Exercise
Filter this listing down to the lines that contain the word "Höhenmeter", and copy them.

Given records
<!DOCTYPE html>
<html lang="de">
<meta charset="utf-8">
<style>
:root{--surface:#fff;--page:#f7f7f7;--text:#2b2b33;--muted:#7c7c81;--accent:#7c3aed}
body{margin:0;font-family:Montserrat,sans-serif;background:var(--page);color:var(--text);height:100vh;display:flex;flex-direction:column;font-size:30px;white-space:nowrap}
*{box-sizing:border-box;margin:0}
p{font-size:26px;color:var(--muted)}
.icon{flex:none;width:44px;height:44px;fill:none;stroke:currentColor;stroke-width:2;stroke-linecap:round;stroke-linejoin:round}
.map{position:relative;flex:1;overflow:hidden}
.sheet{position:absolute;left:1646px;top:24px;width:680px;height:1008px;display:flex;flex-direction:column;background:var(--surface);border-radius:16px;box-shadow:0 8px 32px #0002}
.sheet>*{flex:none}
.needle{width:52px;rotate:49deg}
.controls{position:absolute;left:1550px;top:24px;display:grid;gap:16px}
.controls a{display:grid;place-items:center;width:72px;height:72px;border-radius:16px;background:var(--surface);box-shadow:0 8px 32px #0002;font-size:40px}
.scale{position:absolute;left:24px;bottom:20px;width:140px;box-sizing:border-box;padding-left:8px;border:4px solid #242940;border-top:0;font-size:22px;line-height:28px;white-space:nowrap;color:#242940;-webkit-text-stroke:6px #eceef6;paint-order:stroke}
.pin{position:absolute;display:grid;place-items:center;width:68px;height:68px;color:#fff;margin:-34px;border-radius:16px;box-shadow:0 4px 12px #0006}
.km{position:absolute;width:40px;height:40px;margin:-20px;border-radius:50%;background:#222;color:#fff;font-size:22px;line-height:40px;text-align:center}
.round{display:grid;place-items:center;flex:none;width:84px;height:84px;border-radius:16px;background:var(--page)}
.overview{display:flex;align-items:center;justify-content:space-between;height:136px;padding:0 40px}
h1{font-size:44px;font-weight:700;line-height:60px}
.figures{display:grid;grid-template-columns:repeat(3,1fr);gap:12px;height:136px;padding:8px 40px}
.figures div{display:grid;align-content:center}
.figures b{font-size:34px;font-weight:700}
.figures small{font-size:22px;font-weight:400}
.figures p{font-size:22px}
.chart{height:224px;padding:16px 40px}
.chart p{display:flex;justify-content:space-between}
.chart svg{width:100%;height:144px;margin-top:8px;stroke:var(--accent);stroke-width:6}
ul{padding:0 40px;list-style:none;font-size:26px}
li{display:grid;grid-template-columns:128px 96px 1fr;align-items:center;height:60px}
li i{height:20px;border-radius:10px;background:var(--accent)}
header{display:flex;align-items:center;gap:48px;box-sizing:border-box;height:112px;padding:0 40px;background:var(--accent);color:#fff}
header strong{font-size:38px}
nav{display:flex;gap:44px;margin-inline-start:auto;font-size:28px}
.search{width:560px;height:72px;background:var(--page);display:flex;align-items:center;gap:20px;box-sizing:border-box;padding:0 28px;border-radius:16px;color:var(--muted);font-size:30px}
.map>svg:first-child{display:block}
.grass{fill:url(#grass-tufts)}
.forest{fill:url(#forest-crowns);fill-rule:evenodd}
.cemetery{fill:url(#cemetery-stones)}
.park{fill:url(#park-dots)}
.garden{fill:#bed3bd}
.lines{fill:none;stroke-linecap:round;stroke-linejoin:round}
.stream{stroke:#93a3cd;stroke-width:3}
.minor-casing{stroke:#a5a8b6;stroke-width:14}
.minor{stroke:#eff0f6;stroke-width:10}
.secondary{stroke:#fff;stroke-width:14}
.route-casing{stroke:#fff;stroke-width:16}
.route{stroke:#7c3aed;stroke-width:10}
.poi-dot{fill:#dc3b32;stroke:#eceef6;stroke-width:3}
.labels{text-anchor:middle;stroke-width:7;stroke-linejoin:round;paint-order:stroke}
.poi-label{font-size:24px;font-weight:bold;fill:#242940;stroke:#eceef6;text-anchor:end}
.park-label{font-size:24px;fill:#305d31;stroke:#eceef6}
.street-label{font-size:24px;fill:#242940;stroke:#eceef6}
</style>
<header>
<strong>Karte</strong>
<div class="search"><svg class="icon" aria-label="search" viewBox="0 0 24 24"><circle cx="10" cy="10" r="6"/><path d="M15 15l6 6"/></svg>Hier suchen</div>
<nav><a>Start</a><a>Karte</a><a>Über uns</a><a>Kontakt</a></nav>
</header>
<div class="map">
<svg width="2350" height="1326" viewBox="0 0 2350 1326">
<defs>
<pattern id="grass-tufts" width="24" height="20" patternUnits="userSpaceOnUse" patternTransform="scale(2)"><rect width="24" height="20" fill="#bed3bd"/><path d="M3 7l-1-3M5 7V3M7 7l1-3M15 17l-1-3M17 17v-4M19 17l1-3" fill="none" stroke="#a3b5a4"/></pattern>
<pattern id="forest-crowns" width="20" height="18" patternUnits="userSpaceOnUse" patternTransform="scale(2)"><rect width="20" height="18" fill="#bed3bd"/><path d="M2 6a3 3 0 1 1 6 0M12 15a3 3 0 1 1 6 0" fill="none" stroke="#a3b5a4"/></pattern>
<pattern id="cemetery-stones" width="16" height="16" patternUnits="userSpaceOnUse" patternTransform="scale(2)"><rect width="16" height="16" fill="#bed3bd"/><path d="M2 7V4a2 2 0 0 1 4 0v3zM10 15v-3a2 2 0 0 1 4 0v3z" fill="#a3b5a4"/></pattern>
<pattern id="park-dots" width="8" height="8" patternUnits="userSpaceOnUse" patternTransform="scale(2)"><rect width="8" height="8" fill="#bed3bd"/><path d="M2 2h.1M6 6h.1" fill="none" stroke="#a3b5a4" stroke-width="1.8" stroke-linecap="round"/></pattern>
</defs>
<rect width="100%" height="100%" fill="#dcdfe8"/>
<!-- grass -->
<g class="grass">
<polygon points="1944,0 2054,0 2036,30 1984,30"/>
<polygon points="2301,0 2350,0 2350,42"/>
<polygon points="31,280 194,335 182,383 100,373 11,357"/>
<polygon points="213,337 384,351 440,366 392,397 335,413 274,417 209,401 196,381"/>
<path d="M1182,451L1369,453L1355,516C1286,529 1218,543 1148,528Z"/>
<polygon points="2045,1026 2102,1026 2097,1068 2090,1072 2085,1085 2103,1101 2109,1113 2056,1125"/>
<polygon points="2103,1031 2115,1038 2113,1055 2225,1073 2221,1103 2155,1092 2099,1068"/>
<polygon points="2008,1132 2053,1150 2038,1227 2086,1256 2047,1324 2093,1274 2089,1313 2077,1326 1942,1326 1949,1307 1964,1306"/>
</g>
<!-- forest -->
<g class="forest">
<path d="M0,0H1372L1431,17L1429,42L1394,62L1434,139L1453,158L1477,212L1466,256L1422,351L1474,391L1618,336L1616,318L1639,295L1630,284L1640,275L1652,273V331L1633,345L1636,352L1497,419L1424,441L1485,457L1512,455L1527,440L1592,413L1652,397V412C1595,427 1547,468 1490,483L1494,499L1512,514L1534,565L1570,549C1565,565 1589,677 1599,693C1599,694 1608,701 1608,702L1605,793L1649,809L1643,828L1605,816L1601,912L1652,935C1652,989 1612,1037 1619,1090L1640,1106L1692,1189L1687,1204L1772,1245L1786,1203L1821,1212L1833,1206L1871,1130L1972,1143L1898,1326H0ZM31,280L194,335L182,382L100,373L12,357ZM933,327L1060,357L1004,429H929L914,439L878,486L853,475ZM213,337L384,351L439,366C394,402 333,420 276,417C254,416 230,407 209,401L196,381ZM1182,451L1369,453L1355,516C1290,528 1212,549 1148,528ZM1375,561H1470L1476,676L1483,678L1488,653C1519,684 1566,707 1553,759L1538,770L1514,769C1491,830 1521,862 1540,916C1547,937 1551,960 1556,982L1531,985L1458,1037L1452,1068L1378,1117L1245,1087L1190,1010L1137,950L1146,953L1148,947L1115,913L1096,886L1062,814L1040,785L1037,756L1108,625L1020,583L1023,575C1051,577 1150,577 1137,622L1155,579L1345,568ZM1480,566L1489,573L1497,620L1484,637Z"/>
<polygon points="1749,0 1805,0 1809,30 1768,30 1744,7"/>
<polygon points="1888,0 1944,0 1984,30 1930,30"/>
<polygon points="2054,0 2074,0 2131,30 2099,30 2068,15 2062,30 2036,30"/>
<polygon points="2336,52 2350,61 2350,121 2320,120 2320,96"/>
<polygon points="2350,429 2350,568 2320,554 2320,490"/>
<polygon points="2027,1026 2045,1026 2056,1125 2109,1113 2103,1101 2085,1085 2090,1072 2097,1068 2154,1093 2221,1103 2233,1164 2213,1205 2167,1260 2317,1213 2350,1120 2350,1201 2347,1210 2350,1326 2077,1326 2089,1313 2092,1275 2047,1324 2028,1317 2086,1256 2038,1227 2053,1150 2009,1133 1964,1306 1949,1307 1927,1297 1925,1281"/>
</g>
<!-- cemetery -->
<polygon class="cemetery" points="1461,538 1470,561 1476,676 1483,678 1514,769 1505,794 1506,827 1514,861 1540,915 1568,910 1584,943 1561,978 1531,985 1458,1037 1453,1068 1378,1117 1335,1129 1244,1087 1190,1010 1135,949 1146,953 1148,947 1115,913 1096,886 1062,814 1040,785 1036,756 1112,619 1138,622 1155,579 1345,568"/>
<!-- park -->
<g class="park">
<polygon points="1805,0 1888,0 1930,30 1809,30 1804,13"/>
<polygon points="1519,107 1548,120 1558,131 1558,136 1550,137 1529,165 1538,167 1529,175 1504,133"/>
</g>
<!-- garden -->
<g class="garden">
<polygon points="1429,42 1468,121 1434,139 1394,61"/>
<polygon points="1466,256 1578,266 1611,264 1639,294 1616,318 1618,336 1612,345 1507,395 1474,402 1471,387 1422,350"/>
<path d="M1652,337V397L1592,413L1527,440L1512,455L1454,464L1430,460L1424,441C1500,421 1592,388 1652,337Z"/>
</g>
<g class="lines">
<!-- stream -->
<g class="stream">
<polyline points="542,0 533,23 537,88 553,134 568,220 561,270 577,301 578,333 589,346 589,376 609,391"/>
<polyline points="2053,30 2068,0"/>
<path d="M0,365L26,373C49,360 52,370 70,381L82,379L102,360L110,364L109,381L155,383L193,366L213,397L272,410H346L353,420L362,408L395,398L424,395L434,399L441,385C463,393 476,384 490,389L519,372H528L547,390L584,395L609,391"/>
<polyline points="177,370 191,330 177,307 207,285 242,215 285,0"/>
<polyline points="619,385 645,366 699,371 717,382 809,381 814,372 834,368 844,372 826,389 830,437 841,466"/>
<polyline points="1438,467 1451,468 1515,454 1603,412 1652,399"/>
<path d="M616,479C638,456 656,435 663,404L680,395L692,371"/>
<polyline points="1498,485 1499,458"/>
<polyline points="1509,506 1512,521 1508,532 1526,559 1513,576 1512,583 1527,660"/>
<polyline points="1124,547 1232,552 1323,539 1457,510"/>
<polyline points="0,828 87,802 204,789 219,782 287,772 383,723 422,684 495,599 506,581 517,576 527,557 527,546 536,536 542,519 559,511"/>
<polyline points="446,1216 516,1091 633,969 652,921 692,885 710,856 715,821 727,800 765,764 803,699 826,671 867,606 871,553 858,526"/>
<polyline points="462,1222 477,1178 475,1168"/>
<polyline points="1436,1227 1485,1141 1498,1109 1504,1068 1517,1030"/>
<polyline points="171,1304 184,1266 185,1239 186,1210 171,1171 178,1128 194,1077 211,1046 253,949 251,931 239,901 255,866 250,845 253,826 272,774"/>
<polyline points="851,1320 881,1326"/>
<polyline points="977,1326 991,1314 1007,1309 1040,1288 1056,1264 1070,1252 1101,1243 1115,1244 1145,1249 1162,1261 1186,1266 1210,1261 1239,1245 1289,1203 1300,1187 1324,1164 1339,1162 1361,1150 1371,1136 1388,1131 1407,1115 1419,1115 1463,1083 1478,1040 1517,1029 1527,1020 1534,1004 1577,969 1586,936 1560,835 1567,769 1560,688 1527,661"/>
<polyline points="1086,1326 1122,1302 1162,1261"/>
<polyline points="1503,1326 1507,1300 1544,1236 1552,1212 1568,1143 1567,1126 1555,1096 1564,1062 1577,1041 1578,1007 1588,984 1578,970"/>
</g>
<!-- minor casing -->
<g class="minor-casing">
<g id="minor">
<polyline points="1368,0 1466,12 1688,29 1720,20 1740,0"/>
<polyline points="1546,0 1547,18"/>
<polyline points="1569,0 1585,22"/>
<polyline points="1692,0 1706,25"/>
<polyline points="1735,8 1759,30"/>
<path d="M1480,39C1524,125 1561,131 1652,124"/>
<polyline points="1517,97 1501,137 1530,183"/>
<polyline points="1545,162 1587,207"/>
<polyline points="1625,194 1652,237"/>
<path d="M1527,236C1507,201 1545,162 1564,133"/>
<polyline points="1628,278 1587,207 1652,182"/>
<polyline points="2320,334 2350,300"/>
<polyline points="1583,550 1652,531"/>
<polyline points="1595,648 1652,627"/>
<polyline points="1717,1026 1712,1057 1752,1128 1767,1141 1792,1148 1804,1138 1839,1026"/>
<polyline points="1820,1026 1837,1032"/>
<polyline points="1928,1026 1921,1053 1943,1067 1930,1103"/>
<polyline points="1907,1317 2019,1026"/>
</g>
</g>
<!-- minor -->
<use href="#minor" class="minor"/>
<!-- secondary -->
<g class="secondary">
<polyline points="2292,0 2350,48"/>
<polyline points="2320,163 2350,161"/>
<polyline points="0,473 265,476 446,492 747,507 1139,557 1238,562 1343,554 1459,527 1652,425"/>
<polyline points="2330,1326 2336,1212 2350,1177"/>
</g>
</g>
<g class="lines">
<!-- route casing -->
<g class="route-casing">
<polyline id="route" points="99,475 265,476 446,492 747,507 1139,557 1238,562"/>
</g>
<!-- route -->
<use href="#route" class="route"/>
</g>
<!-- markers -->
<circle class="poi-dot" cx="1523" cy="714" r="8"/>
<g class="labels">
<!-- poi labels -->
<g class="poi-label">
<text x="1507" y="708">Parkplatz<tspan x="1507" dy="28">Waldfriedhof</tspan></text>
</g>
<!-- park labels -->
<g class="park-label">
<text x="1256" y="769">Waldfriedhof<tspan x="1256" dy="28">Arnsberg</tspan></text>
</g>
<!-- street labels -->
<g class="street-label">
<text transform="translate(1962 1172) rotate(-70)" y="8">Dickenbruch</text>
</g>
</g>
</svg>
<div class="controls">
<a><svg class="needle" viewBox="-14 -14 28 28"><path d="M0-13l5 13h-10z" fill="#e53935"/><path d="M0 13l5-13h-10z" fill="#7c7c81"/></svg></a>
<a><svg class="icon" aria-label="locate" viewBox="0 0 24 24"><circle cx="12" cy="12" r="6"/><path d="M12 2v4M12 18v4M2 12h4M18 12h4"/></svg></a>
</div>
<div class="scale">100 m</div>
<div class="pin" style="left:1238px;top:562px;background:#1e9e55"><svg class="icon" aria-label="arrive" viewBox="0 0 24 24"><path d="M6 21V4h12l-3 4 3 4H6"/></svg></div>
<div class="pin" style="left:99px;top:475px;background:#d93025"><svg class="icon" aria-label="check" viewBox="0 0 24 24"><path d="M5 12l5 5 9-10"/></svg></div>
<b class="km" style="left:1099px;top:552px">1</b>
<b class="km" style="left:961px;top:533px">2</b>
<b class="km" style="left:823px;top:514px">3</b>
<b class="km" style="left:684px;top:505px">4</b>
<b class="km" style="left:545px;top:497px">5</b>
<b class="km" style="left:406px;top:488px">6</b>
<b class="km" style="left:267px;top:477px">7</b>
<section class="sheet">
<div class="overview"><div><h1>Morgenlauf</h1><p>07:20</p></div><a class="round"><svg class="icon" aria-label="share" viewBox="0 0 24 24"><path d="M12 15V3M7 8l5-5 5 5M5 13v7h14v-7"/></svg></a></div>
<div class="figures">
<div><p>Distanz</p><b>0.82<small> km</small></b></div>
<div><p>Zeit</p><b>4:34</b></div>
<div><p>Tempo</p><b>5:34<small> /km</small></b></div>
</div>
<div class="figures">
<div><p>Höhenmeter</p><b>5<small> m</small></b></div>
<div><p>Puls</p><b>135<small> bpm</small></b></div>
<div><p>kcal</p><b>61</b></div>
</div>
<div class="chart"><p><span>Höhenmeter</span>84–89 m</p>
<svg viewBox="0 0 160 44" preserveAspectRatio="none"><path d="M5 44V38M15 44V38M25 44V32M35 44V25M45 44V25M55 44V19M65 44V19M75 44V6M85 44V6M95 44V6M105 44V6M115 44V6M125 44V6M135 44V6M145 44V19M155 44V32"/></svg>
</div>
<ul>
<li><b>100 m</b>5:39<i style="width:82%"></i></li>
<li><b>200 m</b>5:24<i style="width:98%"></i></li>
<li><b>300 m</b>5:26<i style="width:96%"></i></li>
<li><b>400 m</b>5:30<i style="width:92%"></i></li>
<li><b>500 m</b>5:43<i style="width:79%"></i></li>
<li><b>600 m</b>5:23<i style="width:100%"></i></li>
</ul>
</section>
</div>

Exercise result
<div><p>Höhenmeter</p><b>5<small> m</small></b></div>
<div class="chart"><p><span>Höhenmeter</span>84–89 m</p>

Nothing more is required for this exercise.